Exercise: Gather all lines in the entries that include the word "linecap".

Extracted entries:
=======

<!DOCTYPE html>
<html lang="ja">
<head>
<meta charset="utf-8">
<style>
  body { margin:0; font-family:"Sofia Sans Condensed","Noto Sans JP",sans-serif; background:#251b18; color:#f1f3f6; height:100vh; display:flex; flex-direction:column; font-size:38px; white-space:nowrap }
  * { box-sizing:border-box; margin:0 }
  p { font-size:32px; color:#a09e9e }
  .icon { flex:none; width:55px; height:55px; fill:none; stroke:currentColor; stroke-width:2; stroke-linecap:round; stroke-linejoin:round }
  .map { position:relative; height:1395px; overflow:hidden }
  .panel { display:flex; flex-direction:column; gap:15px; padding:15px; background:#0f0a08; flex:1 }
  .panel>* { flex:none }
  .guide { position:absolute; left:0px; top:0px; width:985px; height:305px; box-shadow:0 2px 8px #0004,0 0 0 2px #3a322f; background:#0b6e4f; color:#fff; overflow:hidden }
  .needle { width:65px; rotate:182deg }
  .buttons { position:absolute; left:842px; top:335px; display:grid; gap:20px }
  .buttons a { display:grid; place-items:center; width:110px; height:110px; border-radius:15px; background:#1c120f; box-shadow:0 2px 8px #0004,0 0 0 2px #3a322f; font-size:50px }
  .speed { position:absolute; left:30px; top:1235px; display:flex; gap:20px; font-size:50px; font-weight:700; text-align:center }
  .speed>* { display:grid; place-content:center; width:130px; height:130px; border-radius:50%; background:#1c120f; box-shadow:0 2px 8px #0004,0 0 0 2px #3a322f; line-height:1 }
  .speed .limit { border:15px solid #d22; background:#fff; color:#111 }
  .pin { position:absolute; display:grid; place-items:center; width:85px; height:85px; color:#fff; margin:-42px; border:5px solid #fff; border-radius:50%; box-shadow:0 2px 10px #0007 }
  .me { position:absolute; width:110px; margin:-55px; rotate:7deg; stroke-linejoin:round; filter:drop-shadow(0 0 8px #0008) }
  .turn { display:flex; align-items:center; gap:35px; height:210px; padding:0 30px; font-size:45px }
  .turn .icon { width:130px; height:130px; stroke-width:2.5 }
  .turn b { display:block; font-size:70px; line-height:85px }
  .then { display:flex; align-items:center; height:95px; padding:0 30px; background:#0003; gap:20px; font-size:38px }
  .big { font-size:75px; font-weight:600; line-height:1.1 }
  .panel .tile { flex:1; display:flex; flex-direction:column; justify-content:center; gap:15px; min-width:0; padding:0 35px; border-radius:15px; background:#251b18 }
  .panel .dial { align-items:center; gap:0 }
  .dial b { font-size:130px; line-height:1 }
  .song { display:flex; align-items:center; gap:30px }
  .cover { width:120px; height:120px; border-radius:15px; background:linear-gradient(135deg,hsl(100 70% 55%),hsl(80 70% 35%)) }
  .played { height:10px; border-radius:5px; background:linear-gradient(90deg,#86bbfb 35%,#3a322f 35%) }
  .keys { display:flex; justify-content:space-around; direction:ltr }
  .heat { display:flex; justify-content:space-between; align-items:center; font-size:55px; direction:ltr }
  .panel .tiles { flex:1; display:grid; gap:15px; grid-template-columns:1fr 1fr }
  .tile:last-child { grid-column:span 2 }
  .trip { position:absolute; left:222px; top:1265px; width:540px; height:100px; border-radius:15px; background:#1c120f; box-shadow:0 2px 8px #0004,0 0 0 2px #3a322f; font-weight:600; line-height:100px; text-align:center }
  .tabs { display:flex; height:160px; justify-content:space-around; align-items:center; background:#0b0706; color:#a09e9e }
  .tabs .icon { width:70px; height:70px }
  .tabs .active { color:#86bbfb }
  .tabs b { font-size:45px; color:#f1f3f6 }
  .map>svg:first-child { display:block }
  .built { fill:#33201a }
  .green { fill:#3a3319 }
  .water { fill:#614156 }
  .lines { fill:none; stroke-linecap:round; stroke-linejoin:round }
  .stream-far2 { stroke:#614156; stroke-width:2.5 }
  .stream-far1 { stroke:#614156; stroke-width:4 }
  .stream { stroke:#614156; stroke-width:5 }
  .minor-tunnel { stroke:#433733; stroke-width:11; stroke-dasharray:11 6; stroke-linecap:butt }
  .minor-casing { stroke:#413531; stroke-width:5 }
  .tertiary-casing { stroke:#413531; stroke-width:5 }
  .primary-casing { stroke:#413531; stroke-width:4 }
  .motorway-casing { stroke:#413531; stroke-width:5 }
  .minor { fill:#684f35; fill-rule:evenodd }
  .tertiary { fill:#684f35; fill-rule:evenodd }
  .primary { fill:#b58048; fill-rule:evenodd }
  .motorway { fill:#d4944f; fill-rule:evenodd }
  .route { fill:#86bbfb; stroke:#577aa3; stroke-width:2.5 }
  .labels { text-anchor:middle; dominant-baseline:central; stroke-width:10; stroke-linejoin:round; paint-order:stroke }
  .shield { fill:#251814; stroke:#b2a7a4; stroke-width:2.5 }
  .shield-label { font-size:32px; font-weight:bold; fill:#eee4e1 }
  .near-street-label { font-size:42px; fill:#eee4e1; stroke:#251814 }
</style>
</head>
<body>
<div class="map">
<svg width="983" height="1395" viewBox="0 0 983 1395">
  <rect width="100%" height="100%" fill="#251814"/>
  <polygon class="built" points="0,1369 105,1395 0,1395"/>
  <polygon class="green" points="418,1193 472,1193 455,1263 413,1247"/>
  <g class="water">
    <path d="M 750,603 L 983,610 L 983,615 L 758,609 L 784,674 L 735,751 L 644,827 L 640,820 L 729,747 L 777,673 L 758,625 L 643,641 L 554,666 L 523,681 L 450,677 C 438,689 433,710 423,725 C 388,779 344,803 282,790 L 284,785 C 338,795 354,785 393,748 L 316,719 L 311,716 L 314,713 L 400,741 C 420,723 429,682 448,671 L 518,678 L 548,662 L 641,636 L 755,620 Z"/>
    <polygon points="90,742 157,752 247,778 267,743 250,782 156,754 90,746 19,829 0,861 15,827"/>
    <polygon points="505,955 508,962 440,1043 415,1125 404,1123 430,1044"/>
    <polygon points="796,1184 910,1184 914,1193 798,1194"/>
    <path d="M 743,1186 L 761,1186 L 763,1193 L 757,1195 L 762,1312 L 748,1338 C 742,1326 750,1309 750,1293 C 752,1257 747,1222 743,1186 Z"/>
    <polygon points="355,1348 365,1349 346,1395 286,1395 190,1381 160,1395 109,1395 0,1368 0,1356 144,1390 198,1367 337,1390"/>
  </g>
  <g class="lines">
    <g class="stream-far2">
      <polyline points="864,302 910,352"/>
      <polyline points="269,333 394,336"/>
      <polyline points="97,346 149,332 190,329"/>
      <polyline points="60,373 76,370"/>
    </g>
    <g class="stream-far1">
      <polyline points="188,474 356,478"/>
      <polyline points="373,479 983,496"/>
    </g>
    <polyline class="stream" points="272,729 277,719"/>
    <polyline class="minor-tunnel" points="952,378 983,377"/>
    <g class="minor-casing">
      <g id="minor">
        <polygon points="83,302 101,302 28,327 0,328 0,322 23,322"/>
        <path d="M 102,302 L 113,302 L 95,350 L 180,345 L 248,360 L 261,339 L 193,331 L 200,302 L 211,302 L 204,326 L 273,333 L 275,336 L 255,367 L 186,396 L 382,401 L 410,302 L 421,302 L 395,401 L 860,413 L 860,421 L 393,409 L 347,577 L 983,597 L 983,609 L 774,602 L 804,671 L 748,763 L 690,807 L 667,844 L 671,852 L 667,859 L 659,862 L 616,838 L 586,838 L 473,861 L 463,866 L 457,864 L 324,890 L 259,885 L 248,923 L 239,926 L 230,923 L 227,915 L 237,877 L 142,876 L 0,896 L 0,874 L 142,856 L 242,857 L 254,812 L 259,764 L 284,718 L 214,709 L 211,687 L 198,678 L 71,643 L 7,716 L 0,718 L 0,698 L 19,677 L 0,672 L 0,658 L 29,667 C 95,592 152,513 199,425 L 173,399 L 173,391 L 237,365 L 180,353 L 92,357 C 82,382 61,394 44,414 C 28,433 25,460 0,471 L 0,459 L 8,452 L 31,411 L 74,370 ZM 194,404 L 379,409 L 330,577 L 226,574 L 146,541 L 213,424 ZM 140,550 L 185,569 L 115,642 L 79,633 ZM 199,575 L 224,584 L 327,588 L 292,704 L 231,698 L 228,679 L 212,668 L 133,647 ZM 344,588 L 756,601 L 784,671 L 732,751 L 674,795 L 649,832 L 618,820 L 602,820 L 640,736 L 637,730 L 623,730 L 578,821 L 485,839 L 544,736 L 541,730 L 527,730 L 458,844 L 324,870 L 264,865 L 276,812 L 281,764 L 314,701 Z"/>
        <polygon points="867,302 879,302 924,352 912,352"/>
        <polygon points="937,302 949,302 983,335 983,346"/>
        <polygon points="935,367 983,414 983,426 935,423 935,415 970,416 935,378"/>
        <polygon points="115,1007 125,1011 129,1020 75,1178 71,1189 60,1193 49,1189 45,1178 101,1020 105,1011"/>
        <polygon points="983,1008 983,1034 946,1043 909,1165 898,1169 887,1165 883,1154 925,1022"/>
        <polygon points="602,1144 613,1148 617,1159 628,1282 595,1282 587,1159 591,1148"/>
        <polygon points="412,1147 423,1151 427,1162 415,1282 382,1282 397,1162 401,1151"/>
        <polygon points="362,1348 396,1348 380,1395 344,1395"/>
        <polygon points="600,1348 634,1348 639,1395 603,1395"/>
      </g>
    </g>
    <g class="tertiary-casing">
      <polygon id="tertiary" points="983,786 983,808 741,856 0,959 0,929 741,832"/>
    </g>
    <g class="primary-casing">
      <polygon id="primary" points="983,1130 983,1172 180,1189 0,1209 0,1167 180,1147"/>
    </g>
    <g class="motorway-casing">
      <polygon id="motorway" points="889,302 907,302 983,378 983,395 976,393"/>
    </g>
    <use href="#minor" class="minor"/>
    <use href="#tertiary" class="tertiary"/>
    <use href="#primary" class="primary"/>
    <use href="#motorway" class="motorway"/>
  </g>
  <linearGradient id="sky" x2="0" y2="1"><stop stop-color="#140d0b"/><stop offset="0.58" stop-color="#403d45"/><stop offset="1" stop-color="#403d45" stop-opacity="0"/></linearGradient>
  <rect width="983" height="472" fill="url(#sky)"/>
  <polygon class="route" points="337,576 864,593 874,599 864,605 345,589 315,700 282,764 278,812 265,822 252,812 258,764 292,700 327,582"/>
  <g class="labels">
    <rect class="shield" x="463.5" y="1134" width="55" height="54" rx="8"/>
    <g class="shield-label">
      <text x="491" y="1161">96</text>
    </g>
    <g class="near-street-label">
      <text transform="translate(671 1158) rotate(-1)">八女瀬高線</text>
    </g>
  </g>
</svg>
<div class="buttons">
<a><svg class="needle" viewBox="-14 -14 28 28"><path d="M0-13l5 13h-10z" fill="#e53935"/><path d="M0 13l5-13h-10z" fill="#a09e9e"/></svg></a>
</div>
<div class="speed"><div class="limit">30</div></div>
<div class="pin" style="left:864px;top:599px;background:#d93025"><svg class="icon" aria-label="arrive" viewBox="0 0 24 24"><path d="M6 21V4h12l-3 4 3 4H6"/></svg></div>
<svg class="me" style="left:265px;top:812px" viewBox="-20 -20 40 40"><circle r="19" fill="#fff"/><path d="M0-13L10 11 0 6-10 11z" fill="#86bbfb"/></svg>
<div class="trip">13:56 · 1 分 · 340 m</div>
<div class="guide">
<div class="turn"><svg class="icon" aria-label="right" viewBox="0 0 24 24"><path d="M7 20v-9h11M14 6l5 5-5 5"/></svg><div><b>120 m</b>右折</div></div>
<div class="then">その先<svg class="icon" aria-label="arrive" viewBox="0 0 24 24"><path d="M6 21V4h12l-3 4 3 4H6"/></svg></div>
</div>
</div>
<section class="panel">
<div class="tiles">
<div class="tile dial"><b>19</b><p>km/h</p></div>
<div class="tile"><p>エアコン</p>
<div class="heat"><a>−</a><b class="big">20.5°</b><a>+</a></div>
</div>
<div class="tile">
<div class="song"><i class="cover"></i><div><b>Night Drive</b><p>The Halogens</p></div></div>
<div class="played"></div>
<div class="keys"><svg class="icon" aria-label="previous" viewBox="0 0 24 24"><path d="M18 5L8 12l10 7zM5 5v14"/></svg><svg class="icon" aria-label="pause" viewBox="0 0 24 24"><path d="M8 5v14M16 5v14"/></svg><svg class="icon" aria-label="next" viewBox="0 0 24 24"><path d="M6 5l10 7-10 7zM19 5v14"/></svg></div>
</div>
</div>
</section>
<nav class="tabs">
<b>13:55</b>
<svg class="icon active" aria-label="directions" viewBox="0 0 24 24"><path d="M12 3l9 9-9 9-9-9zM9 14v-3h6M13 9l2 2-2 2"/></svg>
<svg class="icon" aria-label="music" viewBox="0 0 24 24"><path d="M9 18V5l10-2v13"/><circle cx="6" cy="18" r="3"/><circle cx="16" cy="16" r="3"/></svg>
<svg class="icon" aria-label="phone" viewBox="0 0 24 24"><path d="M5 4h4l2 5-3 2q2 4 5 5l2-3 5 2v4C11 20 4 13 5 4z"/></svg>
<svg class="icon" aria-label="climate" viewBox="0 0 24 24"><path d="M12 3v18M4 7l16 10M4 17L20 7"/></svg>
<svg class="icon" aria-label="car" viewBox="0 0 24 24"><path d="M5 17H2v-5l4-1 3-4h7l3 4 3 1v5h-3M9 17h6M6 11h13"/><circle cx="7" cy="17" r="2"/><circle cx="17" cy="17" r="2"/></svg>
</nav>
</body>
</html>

=======

Written answer:
  .icon { flex:none; width:55px; height:55px; fill:none; stroke:currentColor; stroke-width:2; stroke-linecap:round; stroke-linejoin:round }
  .lines { fill:none; stroke-linecap:round; stroke-linejoin:round }
  .minor-tunnel { stroke:#433733; stroke-width:11; stroke-dasharray:11 6; stroke-linecap:butt }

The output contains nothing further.